Этот серебряный холод – живая бодрость ослепляюще высокой духовности. В его стихах очень ясное, кристально прозрачное в´идение, как будто пишущий их только что вышел из воды и в глазах, как линза природы, растёкшаяся капля, дающая особое преломление света и удесятеряющая чёткость зрения.
Сквозь неё отчётливее видны детали мира, видимого или творимого.
И со всем в этом мире, почти физически, – духовное взаимодействие и даже плотное соприкосновение – «донашиваю жизнь свою земную».
Всё – живое для глаз, в которых линзы, позволяющие обнажённо и трепетно видеть то, что нельзя уловить обычным зрением: «шарами захлебнулись лузы!» – можно ли точнее передать энергию игры? И не поэтическое ли видéние это?
В стихах Шкляревского сквозит обострённое ощущение вселенной, частицы которой – и мотылёк, шуршащий у старой лампы, и музыка Грига, и могилёвское лето с его полустанками и грибными дождями.
Совмещение и взаимопроникновение пространств, как слоёв, пластов видимых и того, что за их пределами: В стеклянном шкафу отражается даль, / и белое облако вдруг наплывает / на русский Толковый словарь, тасующиеся карты прошлого, настоящего и будущего земного времени: / всё, что было, – ещё впереди / и того, что за ним: Я на небе танцую с Еленой, / не простившись ещё на земле / – связывают сюжеты судьбы с пространством вечности.
Никогда прямо не формулируя, Шкляревский стихийно преподносит эмоциональный образ предмета или события.
Стихийность ведёт непредсказуемо уверенно, сама всё решая, она-то знает, как построить стихотворение.
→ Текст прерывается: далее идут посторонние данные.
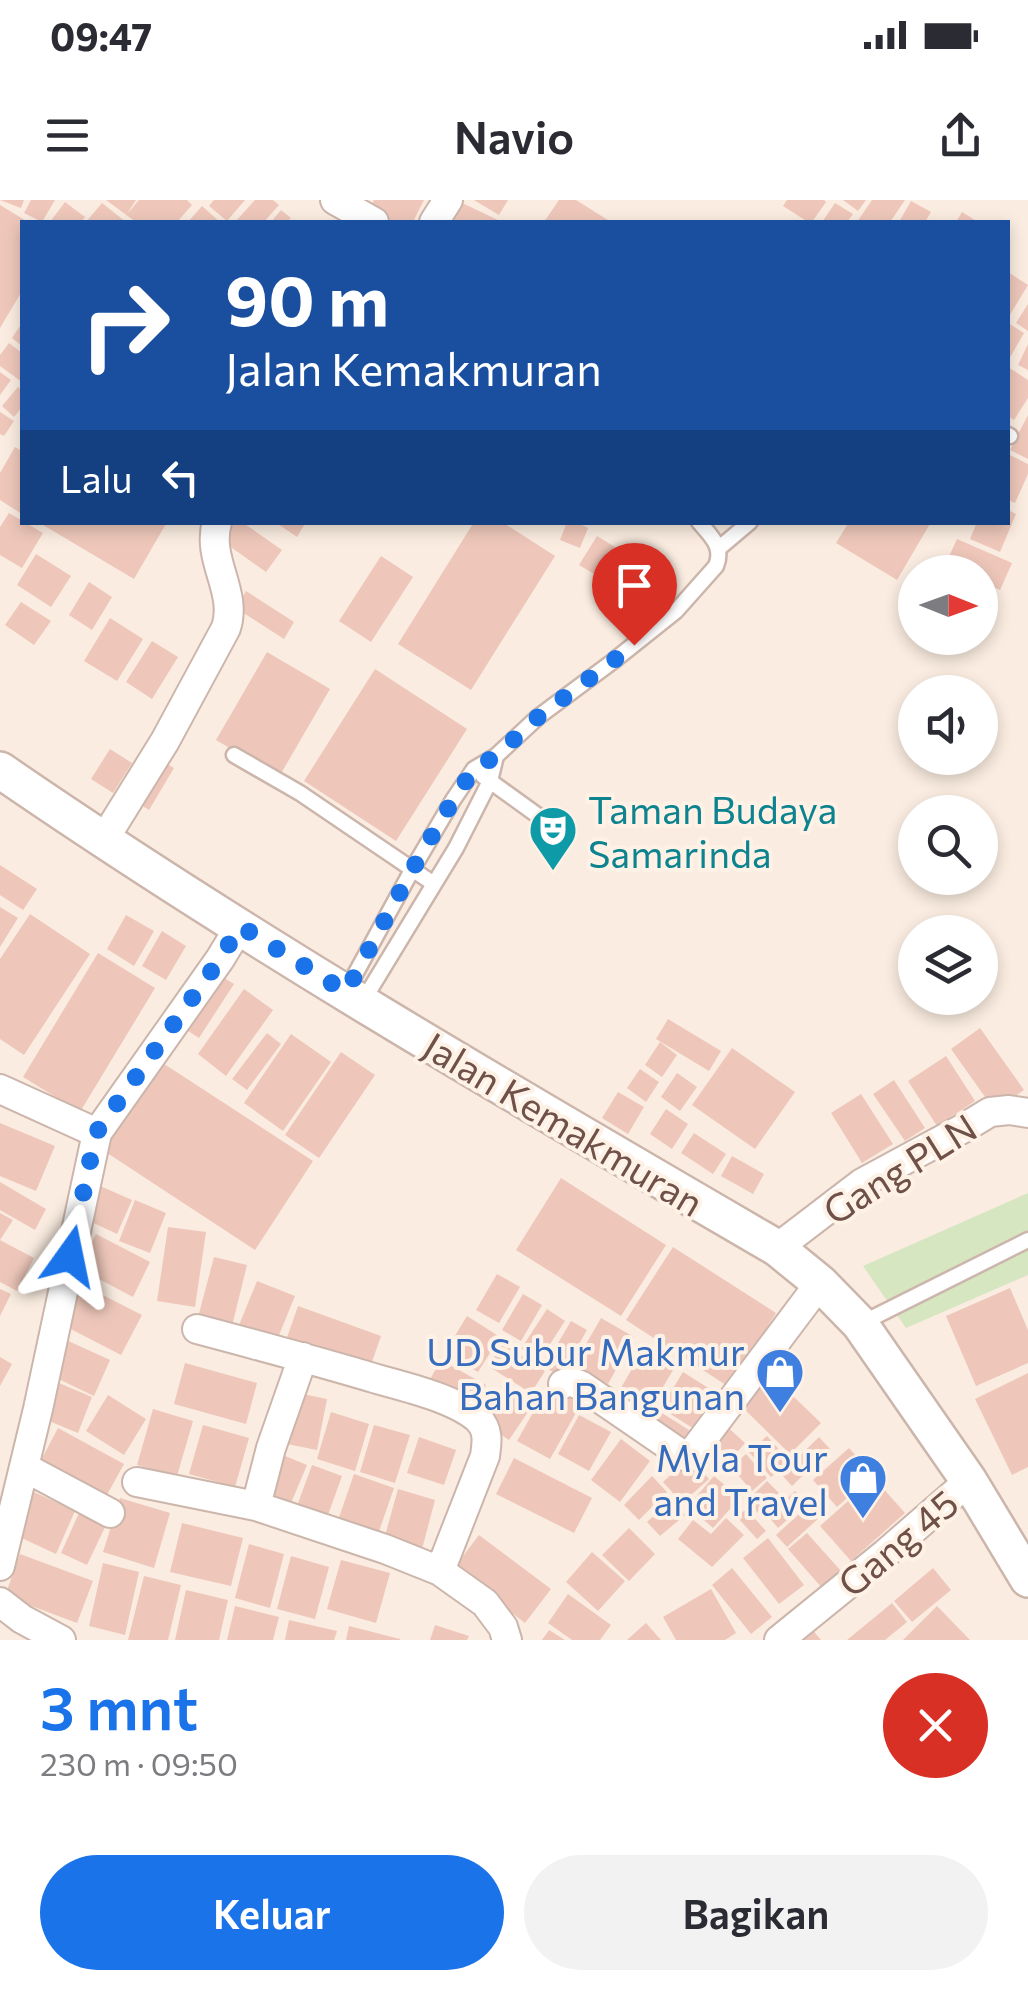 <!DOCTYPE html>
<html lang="id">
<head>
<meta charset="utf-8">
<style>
  :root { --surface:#fff; --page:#f2f2f3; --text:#2b2b33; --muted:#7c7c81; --accent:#1a73e8 }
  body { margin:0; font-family:Commissioner,sans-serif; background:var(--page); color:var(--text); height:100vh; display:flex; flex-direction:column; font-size:38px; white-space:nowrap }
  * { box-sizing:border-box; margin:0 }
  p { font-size:32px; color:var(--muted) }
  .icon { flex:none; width:55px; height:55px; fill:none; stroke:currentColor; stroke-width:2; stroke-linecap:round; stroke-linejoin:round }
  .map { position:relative; height:1440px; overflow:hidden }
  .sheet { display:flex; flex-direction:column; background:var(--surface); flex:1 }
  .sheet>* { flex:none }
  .guide { position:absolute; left:20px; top:20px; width:990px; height:305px; border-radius:0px; box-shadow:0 5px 15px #0003; background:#1a4fa0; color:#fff; overflow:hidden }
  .needle { width:65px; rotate:91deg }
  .fabs { position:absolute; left:898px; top:355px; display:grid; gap:20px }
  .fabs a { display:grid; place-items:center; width:100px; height:100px; border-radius:50%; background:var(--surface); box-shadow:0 5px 15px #0003; font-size:50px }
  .pin { position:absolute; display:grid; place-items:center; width:85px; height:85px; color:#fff; margin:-102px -42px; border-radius:50% 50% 50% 0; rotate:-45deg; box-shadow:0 0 10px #0007 }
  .pin .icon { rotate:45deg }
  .me { position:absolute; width:110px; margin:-55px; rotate:12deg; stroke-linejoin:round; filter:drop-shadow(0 0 8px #0008) }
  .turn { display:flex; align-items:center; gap:35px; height:210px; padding:0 40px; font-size:45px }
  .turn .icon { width:130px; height:130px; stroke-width:2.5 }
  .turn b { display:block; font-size:70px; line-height:85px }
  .then { display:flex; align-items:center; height:95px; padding:0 40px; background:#0003; gap:20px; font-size:38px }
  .round { display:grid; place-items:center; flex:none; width:105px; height:105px; border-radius:52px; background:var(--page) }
  .headline { display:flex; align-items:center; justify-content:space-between; height:170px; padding:0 40px }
  h1 { font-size:60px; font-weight:600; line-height:75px; color:var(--accent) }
  .primary-button { display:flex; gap:20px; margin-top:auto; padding:20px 40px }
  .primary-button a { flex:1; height:115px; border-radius:60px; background:var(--accent); color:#fff; font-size:40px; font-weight:600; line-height:115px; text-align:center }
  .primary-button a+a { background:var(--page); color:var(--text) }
  .status { display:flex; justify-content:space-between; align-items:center; height:70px; padding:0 50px; background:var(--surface); direction:ltr }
  .status svg { height:28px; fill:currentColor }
  header { display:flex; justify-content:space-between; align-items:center; height:130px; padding:0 40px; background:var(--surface); font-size:45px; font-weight:600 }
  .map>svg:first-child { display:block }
</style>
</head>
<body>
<div class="status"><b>09:47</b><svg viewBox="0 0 49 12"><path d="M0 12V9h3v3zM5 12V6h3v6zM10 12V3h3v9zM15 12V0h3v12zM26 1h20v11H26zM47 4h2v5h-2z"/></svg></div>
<header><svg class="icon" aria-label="menu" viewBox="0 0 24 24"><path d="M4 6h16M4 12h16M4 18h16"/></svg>Navio<svg class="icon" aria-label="share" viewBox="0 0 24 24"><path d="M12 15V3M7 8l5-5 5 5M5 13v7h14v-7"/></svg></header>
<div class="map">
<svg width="1028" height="1440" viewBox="0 0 1028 1440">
  <rect width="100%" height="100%" fill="#faece0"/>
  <path fill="#d5e6c0" d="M1028,993V1075L906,1128L863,1066Z"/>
  <path fill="#eec7ba" d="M0,0H24L21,8Z
    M31,0H55L42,22L24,13Z
    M106,0H136L127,14L139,0H187L192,5L177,22H136Z
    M214,0H245L227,21L209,6Z
    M255,0H273L279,5L264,22H235Z
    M374,0H424L413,22H383L367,14Z
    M456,0L502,22H460L446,16Z
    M474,0H508L499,15Z
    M559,0H576L611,22H544Z
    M787,0H824L826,2L812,22H808L783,6Z
    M843,0H866L858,11Z
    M872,0H905L890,22H857Z
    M911,1L931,12L925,22H899Z
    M65,2L85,17L81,22H50Z
    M102,3L126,22H86Z
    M835,3L853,14L847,22H822Z
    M0,5L28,22H22V91L0,128Z
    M202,6L220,22H188Z
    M281,10L291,18L287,22H271Z
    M962,12L978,22H956Z
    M1008,72L1028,85L1008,118Z
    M1028,104V131L1016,123Z
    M22,123V146L12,138Z
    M1008,123L1024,133L1008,161Z
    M9,143L22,153V182L0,166V155Z
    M1028,144V170L1018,165Z
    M1008,167L1028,180V198L1014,220L1008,216Z
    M0,172L11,180L0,195Z
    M18,187L22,191V207L14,217L2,206Z
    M0,212L14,221L4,236L0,234Z
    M1028,215V259L1010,250Z
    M15,247L22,251V314L0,300V273Z
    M1008,254L1028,264V274L1015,303L1008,300Z
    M1008,310L1016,314L1000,352L970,339L977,322H1008Z
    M9,313L43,333L22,368L0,355V327Z
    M38,322H167L134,379Z
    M233,322H242L282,350L266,372L221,340Z
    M275,322H306L297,337Z
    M474,322H502L555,356L471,490L398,444Z
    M567,322H576L588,328L580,348L560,340Z
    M849,322H931L897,380L836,343Z
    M597,336L641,363L624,392L579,365Z
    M957,339L1012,363L1000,390L980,381V372H961L945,365Z
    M36,354L71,376L51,407L17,385Z
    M381,356L413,377L371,442L339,421Z
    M89,382L112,397L92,430L69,415Z
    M246,391L294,422L284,439L236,408Z
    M21,402L51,421L34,445L5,425Z
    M110,418L143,439L117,481L84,461Z
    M152,441L178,457L152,499L126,482Z
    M267,452L330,489L279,577L216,540Z
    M375,469L467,529L396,641L304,581Z
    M110,549L132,563L113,593L91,579Z
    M157,558L174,568L149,610L133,600Z
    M0,665L37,689L23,710L0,695Z
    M0,707L18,718L0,747Z
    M30,714L90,754L24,855L0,839V759Z
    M126,715L154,731L134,766L107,749Z
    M162,731L186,746L166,780L142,766Z
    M98,753L155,788L80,912L23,877Z
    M214,772L234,784L199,838L179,825Z
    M244,789L273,810L226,876L198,854Z
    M668,819L721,851L709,871L656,839Z
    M980,828L1024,890L995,911L951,849Z
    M267,833L281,844L247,890L232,879Z
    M291,834L331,862L283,931L244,903Z
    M660,842L677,855L662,877L645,865Z
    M732,848L795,892L755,949L692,905Z
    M341,852L375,875L319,958L285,935Z
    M946,856L975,901L937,926L908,881Z
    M155,858L313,961L255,1050L98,947Z
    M640,869L659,882L646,902L627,888Z
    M677,873L697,887L680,911L661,897Z
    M894,880L925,928L905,941L873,894Z
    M618,892L644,907L628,934L602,918Z
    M861,894L893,944L862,963L831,913Z
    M666,909L688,924L672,949L650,934Z
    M0,923L55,946L36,991L0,976Z
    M694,933L726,954L713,974L681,953Z
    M732,956L764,974L753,994L721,976Z
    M561,978L666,1045L621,1116L516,1050Z
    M0,982L46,1009L35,1030L0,1010Z
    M98,985L132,1000L117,1034L83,1018Z
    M135,1000L166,1013L150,1053L119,1041Z
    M0,1013L13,1020L0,1040L34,1058L17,1091L0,1082Z
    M168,1027L206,1032L195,1107L157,1101Z
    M96,1034L150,1062L133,1097L78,1068Z
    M673,1047L776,1113L729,1187L626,1120Z
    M214,1057L247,1065L231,1130L197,1121Z
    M497,1074L520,1087L499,1123L476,1110Z
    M257,1081L295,1096L275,1145L237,1130Z
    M83,1085L142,1115L121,1155L63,1125Z
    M1010,1088L1028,1130V1163L976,1186L946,1116Z
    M0,1089L11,1094L0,1116Z
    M523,1094L542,1105L521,1141L502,1130Z
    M298,1106L381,1136L367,1176L284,1146Z
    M547,1109L565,1121L539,1161L521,1149Z
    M467,1116L500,1137L478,1172L445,1152Z
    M601,1118L634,1137L608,1184L574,1165Z
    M571,1121L587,1130L561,1176L544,1167Z
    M64,1139L110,1160L94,1196L48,1174Z
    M503,1144L545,1171L531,1193L488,1166Z
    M645,1147L676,1165L650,1209L619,1191Z
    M0,1157L12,1164L0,1186Z
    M441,1160L486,1185L474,1207L429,1181Z
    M185,1163L257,1183L246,1224L174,1204Z
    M683,1172L721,1196L699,1232L661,1208Z
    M769,1173L821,1223L790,1254L739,1204Z
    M1028,1173V1267L1012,1275L975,1199Z
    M59,1183L92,1197L78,1233L44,1219Z
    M507,1185L534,1203L509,1240L482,1222Z
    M548,1186L581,1204L550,1259L517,1241Z
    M293,1192L327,1199L317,1250L282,1243Z
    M108,1195L146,1219L124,1255L86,1231Z
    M153,1209L193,1221L177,1276L137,1265Z
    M657,1210L697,1235L689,1250L648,1226Z
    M331,1212L369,1224L355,1271L317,1259Z
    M579,1215L611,1232L589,1271L558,1254Z
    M723,1223L745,1243L719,1273L697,1253Z
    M203,1225L249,1238L235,1287L189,1274Z
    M374,1225L410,1235L395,1283L360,1272Z
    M58,1228L124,1264L102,1304L37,1268Z
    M767,1236L789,1261L771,1277L749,1252Z
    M419,1237L456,1250L444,1285L407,1273Z
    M819,1237L830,1249L792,1286L781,1274Z
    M621,1239L650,1261L620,1302L591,1280Z
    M849,1248L873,1275L837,1307L813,1280Z
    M278,1253L307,1265L288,1310L259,1298Z
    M746,1254L767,1278L752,1291L731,1267Z
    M690,1257L709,1279L682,1303L663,1282Z
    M514,1258L592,1298L574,1333L496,1294Z
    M312,1265L342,1276L324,1326L294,1314Z
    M354,1274L394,1288L375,1343L335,1329Z
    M652,1276L667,1292L639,1320L624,1305Z
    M714,1276L740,1298L713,1328L688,1306Z
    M874,1278L905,1313L851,1361L820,1326Z
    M767,1281L780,1294L760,1315L747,1301Z
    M398,1289L435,1300L421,1353L383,1343Z
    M795,1291L806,1303L778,1328L768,1316Z
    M34,1292L75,1311L56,1354L15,1335Z
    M120,1298L170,1313L154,1368L103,1352Z
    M671,1300L685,1315L660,1336L647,1322Z
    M809,1305L820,1317L787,1347L776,1335Z
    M746,1309L766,1331L757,1339L737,1317Z
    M79,1313L106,1325L87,1365L61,1353Z
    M726,1318L744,1335L712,1367L678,1339L693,1320L711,1334Z
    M182,1323L243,1338L231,1386L170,1372Z
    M629,1328L655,1354L629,1381L602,1355Z
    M807,1333L841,1371L822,1388L788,1349Z
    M479,1335L551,1389L525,1423L454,1368Z
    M768,1338L804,1385L779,1404L743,1358Z
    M249,1344L284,1354L270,1408L235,1398Z
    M592,1352L625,1381L598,1411L566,1382Z
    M20,1354L93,1381L77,1423L5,1396Z
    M291,1356L329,1367L315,1419L277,1409Z
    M341,1360L390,1373L376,1423L327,1409Z
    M103,1363L139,1372L125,1435L89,1426Z
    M732,1368L772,1417L751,1434L712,1385Z
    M933,1368L951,1390L912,1422L894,1401Z
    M144,1376L181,1385L168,1440H128Z
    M711,1389L736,1433L725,1440H676L663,1417Z
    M186,1390L228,1400L219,1440H175Z
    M568,1394L611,1425L600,1440H572L548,1423Z
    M892,1403L907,1422L885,1440H847Z
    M235,1406L279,1417L273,1440H227Z
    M937,1406L970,1440H903Z
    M289,1420L337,1431L334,1440H285Z
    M646,1423L661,1440H627Z
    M435,1425L469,1436L467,1440H430Z
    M349,1426L400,1439V1440H346Z
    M811,1428L821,1440H797Z
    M549,1430L565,1440H542Z"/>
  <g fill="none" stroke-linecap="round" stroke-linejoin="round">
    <g stroke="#ccb5ab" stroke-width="19">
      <path id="service" d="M1008,235L1010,236
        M718,349L750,322
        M234,555L300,593L434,684
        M483,576L566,636
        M346,791L412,670L453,600L474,569L496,556L538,517L612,462L676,411L716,366C724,347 711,336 699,322
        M363,801L456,648L490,581L496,556
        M860,1124L1028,1040"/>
    </g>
    <g stroke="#ccb5ab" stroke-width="32">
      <path id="minor" d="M335,0L374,22
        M434,22L448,0
        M103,641L165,541L226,428C238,391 206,360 217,322
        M0,889L97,933
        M777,1048L862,983L962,929L990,912L1009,910L1028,913
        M197,1129C257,1145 317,1161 377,1179C406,1187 456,1199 478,1219C489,1230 487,1242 485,1256L440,1371
        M563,1184L570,1181L582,1186L684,1256H690L820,1083
        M24,1267L110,1313
        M137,1282L256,1306L385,1349L440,1371L485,1403L503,1427L507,1440
        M256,1306L271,1248L303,1157
        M0,1366L38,1209L97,933L220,759L240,726
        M0,1402L22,1419L61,1440
        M779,1440L885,1354L969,1281"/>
    </g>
    <g stroke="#ccb5ab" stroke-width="40">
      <path id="tertiary" d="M0,570C250,742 514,895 777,1048L820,1083L860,1124L969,1281L1028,1379"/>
    </g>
    <use href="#service" stroke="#fff" stroke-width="14"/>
    <use href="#minor" stroke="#fff" stroke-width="28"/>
    <use href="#tertiary" stroke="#fff" stroke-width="35"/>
  </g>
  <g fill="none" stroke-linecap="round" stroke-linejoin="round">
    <path stroke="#1a73e8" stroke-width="18" stroke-dasharray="0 32.4" d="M70,1056L96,933L220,759L240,726L346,792L412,670L453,600L474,569L496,556L538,517L634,445"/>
  </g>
  <defs>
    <g id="theatre-pin" transform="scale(2.5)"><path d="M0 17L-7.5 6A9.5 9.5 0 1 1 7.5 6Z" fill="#0f9aa8" stroke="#fef1e6"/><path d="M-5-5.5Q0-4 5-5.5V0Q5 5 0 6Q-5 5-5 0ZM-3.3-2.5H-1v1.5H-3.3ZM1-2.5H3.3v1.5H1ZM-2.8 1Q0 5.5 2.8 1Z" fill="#fff"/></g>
    <g id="shop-pin" transform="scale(2.5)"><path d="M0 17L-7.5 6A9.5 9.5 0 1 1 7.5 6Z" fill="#3f7fe0" stroke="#fef1e6"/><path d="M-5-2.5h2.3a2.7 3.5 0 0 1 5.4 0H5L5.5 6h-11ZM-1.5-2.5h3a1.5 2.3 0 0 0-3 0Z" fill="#fff"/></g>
  </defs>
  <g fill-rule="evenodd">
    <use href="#theatre-pin" x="553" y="630"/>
    <use href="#shop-pin" x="780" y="1172"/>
    <use href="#shop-pin" x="863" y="1278"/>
  </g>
  <g text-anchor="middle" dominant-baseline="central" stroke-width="8" stroke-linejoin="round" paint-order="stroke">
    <g font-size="38" fill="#0d838f" stroke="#fef1e6" text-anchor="start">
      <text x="588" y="608">Taman Budaya<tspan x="588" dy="44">Samarinda</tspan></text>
    </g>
    <g font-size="38" fill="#6f5149" stroke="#fef1e6">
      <text transform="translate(564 923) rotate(31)">Jalan Kemakmuran</text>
      <text transform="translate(899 968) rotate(-32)">Gang PLN</text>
      <text transform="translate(897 1342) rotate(-40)">Gang 45</text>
    </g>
    <g font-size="38" fill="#366cbe" stroke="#fef1e6" text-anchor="end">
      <text x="745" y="1150">UD Subur Makmur<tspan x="745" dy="44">Bahan Bangunan</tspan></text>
      <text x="828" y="1256">Myla Tour<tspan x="828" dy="44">and Travel</tspan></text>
    </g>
  </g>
</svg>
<div class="fabs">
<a><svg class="needle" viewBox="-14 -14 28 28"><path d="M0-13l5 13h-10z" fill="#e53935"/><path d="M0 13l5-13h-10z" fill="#7c7c81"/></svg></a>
<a><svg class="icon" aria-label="sound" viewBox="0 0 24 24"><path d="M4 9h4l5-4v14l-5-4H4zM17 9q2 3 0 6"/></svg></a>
<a><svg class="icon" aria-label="search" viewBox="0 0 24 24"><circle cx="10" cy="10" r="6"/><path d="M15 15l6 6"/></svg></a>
<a><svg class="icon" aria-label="layers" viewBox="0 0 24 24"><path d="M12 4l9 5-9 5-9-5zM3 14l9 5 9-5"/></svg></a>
</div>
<div class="pin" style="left:634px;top:445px;background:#d93025"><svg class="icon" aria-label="arrive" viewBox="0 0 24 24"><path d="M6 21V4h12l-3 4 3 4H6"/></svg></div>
<svg class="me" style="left:70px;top:1056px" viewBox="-20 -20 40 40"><path d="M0-17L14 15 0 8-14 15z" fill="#1a73e8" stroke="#fff" stroke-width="4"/></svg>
<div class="guide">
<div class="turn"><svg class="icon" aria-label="right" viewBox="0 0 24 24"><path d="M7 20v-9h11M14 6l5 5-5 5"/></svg><div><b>90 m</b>Jalan Kemakmuran</div></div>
<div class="then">Lalu<svg class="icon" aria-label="left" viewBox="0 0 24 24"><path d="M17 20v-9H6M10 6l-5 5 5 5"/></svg></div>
</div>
</div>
<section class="sheet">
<div class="headline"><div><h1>3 mnt</h1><p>230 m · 09:50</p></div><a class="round" style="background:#d93025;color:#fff"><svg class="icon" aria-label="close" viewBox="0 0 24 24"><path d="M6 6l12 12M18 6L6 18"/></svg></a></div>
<div class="primary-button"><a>Keluar</a><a>Bagikan</a></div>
</section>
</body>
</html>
Только ей доверяется вкус поэта.
Мир струится, трепещет и движется, оставаясь неподвижным:
В миражах флорентийского зноя
над холмами струятся столбы.
Даль блестит, и шоссе золотое
догоняет поля и сады.
И опять – драгоценный мираж, драгоценный мир, отражённый в зеркале воды, в зеркале духа:
На закате в зеркале воды
Монастырь белеет, и сады,
И уклейки заплывают в кельи –
нежный вариант Сальвадора Дали, где блаженный лепет многократно повторённого клейкого звука «л»:
Папиросу курит рыболов.
Это – я!
А под зелёной ивой –
Млечный Путь
сверкающих мальков.
Как неожиданно упоительно отпущена рифма, выражая этим и подтверждая хрупкость видéния на закате. Как обвораживающе непосредственно, по-юношески свежо и к тому же звонко и с характером утверждения произнесено: «Это – я!» – оправданный «апломб» уверенной свободы.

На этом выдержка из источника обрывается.